I like many different colors and flavors of visual stimuli. I honestly do. You probably do, too. And, again, there really are tons of movies, TV shows and stuff you could spend/waste your time with — more than you could ever watch in a lifetime (which is both comforting, I suppose, but also sorta ­frustrating). I like comedies, I like ­dramas, I like suspense, romance, ­action and superhero movies. It’s a blessing, most of the time. I see a lot of movies, and I ­almost ­always walk away feeling ­satisfied and fulfilled.

But then, occasionally, I see something that makes me ­reconsider this whole happy, ­sappy, simplistic, probably too comfortable model. What the heck am I doing just doodling about, pursuing my obsessive/ compulsive need to watch close to every danged thing put out by the mainstream Hollywood product machine?



Sometimes a movie comes along that feels so pure, ­refreshing, real and solidly great — a piece of film that perfectly expresses and reflects a writer/ director’s vision so clearly, it actually feels like art and not commerce.

Why don’t I just pursue the more ambitious, indy, ­challenging projects? I should feed my soul with better quality. It would probably make me a smarter, more sophisticated and interesting person.


Such is the case with ­“ Yellow Rose,” a movie I was trying to see for months —but kept just missing by a day or so — after it arrived in a local theater, left and then finally, mercifully, came back (if only briefly).

For a few months in early 2020, I kept seeing the ­trailer for “Yellow Rose,” which ­included quick snippets from various ­reviews praising the movie as being “brilliant” and “the best cinematic ­experience of the year,” and listed a ­seemingly endless stream of film ­festival awards it earned.

Wow, I thought. I gotta see that movie.

I could only hope and pray it ­eventually reached a theater around here.

This doesn’t ­always work out. Sometimes I am very disappointed and/or I just don’t connect or understand what all the hype was about. Happily, this wasn’t how it played out with “Yellow Rose.” I ­absolutely loved it.

“Yellow Rose” is a story about an odd, quirky outsider — a teenage Filipina illegal ­immigrant living in Austin, Texas, who loves country ­music, writes her own songs and has an exquisite, other-worldly, ­beautiful voice.

After her mom is caught for being an “illegal,” carted away in the middle of the night by ­government officials and detained in preparation for ­deportation, Rose, our central character, is forced to go on the run.

She is housed briefly by a wealthy aunt then is sheltered in a honky tonkish bar by a sweet bar owner lady, before she ­finally finds her match, blooming into her potential, with real life country legend Dale ­Watson, who plays a somewhat ­fictionalized version of himself.

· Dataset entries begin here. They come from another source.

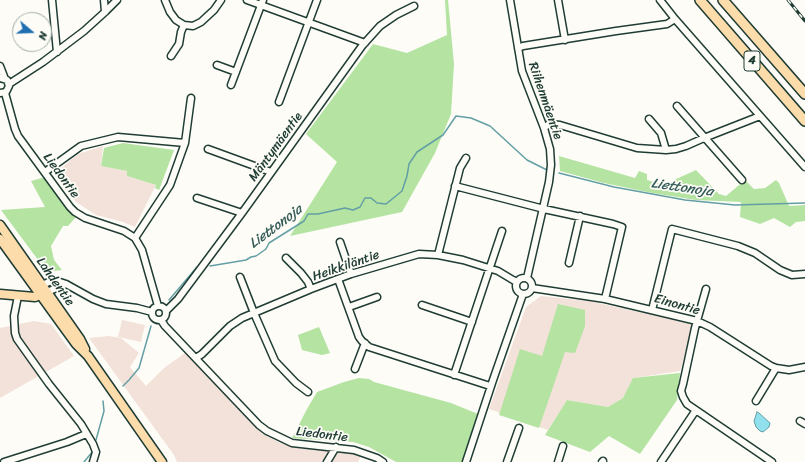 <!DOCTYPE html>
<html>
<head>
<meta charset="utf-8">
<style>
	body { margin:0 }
	#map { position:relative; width:805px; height:462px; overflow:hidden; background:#fdfcf7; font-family:Sriracha,sans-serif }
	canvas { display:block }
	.north { position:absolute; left:12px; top:12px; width:40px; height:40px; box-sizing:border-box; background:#fdfcf7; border:1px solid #a4b0a9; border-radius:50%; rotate:109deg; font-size:11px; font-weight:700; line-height:16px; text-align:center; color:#1f3d34 }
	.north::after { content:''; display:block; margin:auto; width:14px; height:18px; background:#1f6fb2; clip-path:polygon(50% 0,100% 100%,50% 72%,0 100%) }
</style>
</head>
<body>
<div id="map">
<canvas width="805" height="462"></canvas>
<div class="north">N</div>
</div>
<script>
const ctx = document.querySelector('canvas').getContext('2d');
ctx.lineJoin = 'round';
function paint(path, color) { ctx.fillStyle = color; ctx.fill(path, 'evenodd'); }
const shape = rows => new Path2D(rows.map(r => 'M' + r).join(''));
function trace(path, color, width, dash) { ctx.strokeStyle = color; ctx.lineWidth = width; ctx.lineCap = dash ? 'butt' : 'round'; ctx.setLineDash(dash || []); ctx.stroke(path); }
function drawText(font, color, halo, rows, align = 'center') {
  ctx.font = font + ' Sriracha,sans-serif'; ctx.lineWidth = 3.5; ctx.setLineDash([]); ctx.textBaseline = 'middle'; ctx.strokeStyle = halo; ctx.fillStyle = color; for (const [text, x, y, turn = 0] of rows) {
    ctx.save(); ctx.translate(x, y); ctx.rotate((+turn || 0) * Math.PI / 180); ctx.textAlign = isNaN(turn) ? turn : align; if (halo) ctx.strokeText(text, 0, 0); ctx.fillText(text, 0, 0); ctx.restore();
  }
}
paint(shape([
	[103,146,101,166,127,171,127,176,156,185,135,227,123,222,96,215,76,202,54,174,78,154],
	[541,296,589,301,693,324,680,371,634,378,623,398,608,407,567,400,548,430,489,409,526,307],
	[122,320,145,325,141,342,118,337],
	[34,321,51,324,74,356,0,398,0,328],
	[109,336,121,338,139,353,130,367,146,386,164,368,185,353,247,417,268,437,283,444,302,449,327,450,362,454,358,462,177,462,174,455,89,338]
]), '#f3e2d9');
paint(shape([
	[445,0,448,0,454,64,451,114,435,153,402,212,290,236,337,162,306,134,373,44,407,53,447,35],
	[123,143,174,150,159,190,155,188,156,185,127,176,127,171,101,166,104,148],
	[559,156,635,178,639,171,647,174,647,180,658,183,671,183,674,180,696,170,719,194,726,196,745,180,754,189,765,188,776,180,779,183,789,206,805,205,805,221,796,222,790,227,774,218,760,224,740,217,741,202,696,200,652,193,604,183,560,171],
	[45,177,63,205,76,217,68,226,63,226,51,246,54,260,62,270,47,272,1,210,45,207,31,181],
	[558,304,585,310,585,326,575,353,565,352,539,428,499,415,520,349,542,356],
	[319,327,330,353,322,355,302,350,298,335],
	[680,373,677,400,640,454,609,436,590,452,545,435,567,400,608,407,623,398,633,378],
	[359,378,369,379,374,382,451,403,478,414,462,462,396,462,369,447,353,442,292,438,307,409,317,392,344,382]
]), '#b4e3a2');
const water = shape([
	[757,412,759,413,770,423,769,427,763,432,760,431,756,427,754,421,757,412]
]);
paint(water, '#90e0ee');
trace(water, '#639fa4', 1);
trace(shape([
	[559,173,614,187,685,200,735,205,805,203],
	[210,266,246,260,251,257,256,256,266,249,269,243,304,221,308,214,318,214,345,208,353,210,360,207,365,198,371,198,377,203,386,204,402,191,407,176,409,164,417,152,443,135,456,116,471,118,490,126,527,160,547,170],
	[169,300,197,267],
	[123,386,129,380,139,368,151,326],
	[96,440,104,411,103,401],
	[84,462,93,451]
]), '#639fa4', 1.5);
const minor = shape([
	[52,0,57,52],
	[104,0,105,12],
	[165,0,170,12,176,20,184,25],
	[247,0,365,43],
	[510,0,522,71,544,128,550,149,551,165,549,182,527,278],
	[558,0,565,40],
	[660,0,675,19,805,167],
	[518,48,523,46,616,31,667,24,675,19],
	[171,56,179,44,181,32,184,25,193,26,201,22,214,10,221,0],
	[217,65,236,72],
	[0,66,5,79],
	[0,78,7,80,9,86,6,92,0,93],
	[9,84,43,62,84,31,105,12,117,0],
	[231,85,263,0],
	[5,93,15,129,18,136,70,207,75,212,85,218,124,231,135,238,142,250,158,306],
	[279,102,317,0],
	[677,106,742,180],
	[649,119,661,133,666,150],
	[544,128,549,124,560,125,637,148,666,150,676,149,686,146,704,138,760,116],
	[208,149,271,172],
	[45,172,81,146,118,137,185,143],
	[455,186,544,209,613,224,622,227,605,299],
	[197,198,242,213],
	[135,238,170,185,185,143,191,98],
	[340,242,351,274],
	[438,255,460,168,466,158],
	[286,258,301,273,308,282,311,289],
	[569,263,580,216],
	[240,277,254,313,275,361,296,383,308,392],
	'516 286a8 8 0 1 1 16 0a8 8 0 1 1-16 0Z',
	[338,279,359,337,362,341,369,347,490,386],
	[42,285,49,282,57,281,66,284,93,299,106,304,137,308,152,312],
	[532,288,605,299,697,321,710,327,771,366,776,368,789,370,805,367],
	[706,289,695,328,683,384,681,391,683,397,687,404,772,462],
	[47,292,66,284],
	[18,296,14,316,15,333,17,339,49,384,81,424,93,444,96,452,93,462],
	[422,305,472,322],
	'152 313a7 7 0 1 1 14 0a7 7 0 1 1-14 0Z',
	[349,307,377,297],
	[652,310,672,229,738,246,755,253,780,270,792,275,805,274],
	[166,311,178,299,242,213,362,46,380,26,396,15,414,6],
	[161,320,165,326,259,425,267,431,292,443,354,450,377,458,383,462],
	[196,358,202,354,230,326,242,318,311,289,351,274,419,254,438,255,463,260,498,271,513,280,517,282],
	[355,369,365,343],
	[454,375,502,231],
	[756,401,776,368],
	[800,421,805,424],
	[4,462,67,442,86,434],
	[327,462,336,447],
	[466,462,493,380,523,294],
	[507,462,519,428],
	[558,462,563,446],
	[602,462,603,461],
	[661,462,696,410]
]);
const major = shape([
	[0,225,80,339,85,349],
	[0,239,60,322,76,344,88,356,162,462],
	[0,294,35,297,44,293]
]);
const highway = shape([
	[700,0,805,121],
	[723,0,805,94]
]);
trace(minor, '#1f3d34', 9);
trace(major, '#1f3d34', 11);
trace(highway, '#1f3d34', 12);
trace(minor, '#fdfcf7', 6);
trace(major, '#fddcac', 8);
trace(highway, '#fddcac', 9);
const rail = shape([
	[788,0,805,21]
]);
trace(rail, '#1f3d34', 3);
trace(rail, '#fdfcf7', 1.5, [4.5]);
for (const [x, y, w] of [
	[752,61,16]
]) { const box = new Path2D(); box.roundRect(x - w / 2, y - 10, w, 20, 3); ctx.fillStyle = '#fdfcf7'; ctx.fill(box); trace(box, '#1f3d34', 1); }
drawText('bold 12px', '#1f3d34', null, [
	["4",752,61]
]);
drawText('13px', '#1f3d34', '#fdfcf7', [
	["Riihenmäentie",545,101,71],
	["Mäntymäentie",276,147,-54],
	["Liedontie",61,176,54],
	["Heikkiläntie",346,266,-19],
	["Lahdentie",55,282,55],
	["Einontie",677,305,16],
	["Liedontie",322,435,7]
]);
drawText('italic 14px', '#365e59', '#fdfcf7', [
	["Liettonoja",682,188,8],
	["Liettonoja",276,227,-37]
]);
</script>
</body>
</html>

This is great stuff. And, even with all the talent here, ­particularly with the title ­character, as acted by Eva ­Noblezada, the reason it works so amazingly well is, clearly, because of writer/director ­Diane Paragas.

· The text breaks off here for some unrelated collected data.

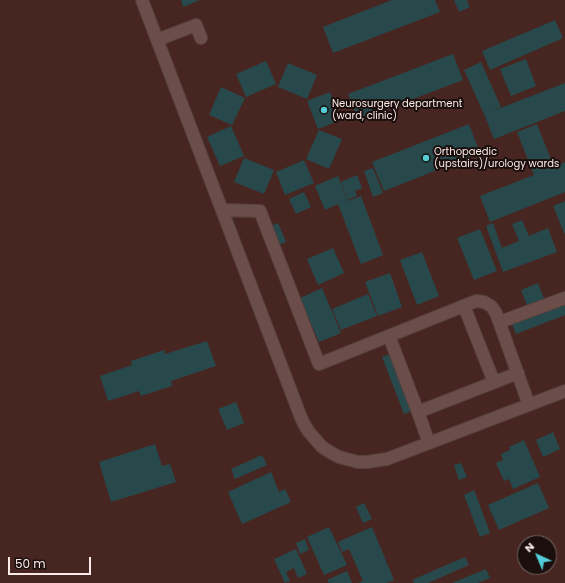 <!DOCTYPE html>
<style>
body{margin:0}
#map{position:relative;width:565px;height:583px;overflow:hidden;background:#3b211f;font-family:Poppins,sans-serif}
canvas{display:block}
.north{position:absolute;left:517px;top:535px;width:40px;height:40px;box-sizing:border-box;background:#1a0f0d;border:1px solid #746765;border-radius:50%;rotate:316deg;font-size:11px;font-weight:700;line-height:16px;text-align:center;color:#fceae8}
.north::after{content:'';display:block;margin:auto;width:14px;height:18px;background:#52ccd6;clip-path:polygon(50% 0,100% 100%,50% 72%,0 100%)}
.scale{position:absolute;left:8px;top:557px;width:83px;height:18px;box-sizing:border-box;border:2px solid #fceae8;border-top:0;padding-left:5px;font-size:12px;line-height:14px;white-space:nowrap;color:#fceae8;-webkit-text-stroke:3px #1a0f0d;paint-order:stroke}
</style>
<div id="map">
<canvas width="565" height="583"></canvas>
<div class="north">N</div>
<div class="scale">50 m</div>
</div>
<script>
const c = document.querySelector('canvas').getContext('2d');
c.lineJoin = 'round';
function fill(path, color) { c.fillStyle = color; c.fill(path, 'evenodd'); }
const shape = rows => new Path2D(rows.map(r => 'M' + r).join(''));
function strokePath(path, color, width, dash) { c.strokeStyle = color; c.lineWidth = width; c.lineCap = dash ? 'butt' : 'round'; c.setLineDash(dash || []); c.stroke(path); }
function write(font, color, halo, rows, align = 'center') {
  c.font = font + ' Poppins,sans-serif'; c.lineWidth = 4; c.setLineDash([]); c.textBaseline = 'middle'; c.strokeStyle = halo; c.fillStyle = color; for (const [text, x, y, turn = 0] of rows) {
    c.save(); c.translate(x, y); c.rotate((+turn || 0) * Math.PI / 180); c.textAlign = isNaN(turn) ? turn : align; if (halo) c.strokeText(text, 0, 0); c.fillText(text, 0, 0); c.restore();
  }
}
const built = shape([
 [0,0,565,0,565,583,0,583],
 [525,543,549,543,549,567,525,567]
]);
const building = shape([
 [181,0,200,0,183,7],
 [392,0,435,0,440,12,333,53,323,27],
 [454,0,467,0,470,7,459,12],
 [555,20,563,38,490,70,482,51],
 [453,54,463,80,358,120,348,94],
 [526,59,536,86,511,96,500,69],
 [266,61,276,84,246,97,236,74],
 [481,62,501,107,490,112,565,83,565,111,494,139,484,114,464,70],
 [288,63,317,75,307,99,278,87],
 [221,87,245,98,232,125,209,115],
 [330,92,341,120,318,129,307,101],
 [469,124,480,153,384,191,372,162],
 [537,124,554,167,565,162,565,192,490,222,480,196,534,175,517,132],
 [231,126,244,156,220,166,207,137],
 [319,130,342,139,329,169,306,159],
 [244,158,274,170,264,194,234,182],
 [304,160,314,183,285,195,276,172],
 [373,168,383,193,373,197,364,171],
 [357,175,362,188,355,191,357,196,348,200,341,182],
 [338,176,348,201,361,196,383,255,361,264,338,204,325,210,315,186],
 [304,192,311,207,296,214,289,199],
 [565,201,565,235,553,206],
 [522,220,529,236,548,228,557,252,503,272,486,226,493,223,502,248,519,241,512,224],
 [278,223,286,242,278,245,270,226],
 [480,229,497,271,474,280,457,238],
 [333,248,344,273,318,285,307,259],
 [422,252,439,296,417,305,400,260],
 [390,273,402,307,378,316,365,282],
 [538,283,545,301,528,308,521,290],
 [322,288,341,333,319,342,300,298],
 [368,294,377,316,341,330,332,309],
 [565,304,565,315,516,334,512,324],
 [207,341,216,366,171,381,172,386,141,396,139,391,108,401,100,376,132,365,131,361,164,350,165,354],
 [392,353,414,410,404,414,382,357],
 [236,402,244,423,227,430,218,409],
 [553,432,560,449,543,457,536,440],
 [524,440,540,477,513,489,509,479,504,481,496,463,503,460,501,454,510,450,509,447],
 [155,444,162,466,170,464,176,482,111,502,99,462],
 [262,455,267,465,235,479,231,469],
 [461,463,467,477,459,480,454,465],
 [271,472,279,492,285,489,291,502,242,524,228,492],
 [538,483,549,508,499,530,488,505],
 [474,490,490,533,480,537,464,495],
 [364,503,372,519,363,523,356,507],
 [329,527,347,565,324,575,307,537],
 [372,527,394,580,386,583,358,583,363,581,349,549,342,552,338,542],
 [305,539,309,550,300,554,296,543],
 [296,549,307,574,298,578,294,568,286,572,290,581,285,583,274,559],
 [465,557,469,565,428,583,414,583,412,580],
 [486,569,490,578,478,583,452,583],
 [347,571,352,583,329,583,327,580]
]);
const minor = shape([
 [142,0,300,415,304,424,309,432,322,447,330,452,339,457,358,462,367,462,387,459,565,391],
 [157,40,196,25,201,38],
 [222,210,260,211,319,364,476,301,484,302,491,306,496,313,529,405],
 [464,306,494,382],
 [500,322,565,298],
 [389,336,418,412,429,443],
 [418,412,518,373]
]);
const markers = [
 [324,110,4,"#52ccd6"],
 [426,158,4,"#52ccd6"]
];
const poiNames = [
 ["Neurosurgery department",332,104],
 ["(ward, clinic)",332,116],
 ["Orthopaedic",434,152],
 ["(upstairs)/urology wards",434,164]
];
fill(built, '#472622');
fill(building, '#27494c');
strokePath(minor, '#56403e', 14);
strokePath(minor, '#6b4e4a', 12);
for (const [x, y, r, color] of markers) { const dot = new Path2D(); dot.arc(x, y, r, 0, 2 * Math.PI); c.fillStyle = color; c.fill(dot); strokePath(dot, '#1a0f0d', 1.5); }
write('10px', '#fceae8', '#1a0f0d', poiNames, 'left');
</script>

I know indy/arty stuff just doesn’t appeal to everyone. I can only hope you don’t hold it too much against me that I like this genre as much as I do.

The main focus of this ­column will continue to be on what is, in fact, still (at least as of this ­writing) “now showing.”

Speaking of which, next week I will review “Let Him Go,” which is the new Kevin ­Costner/ Diane Lane heavy drama.

“Yellow Rose” is ­probably not “now showing” anywhere close to us, at this point, ­although, in a better world, someday it might.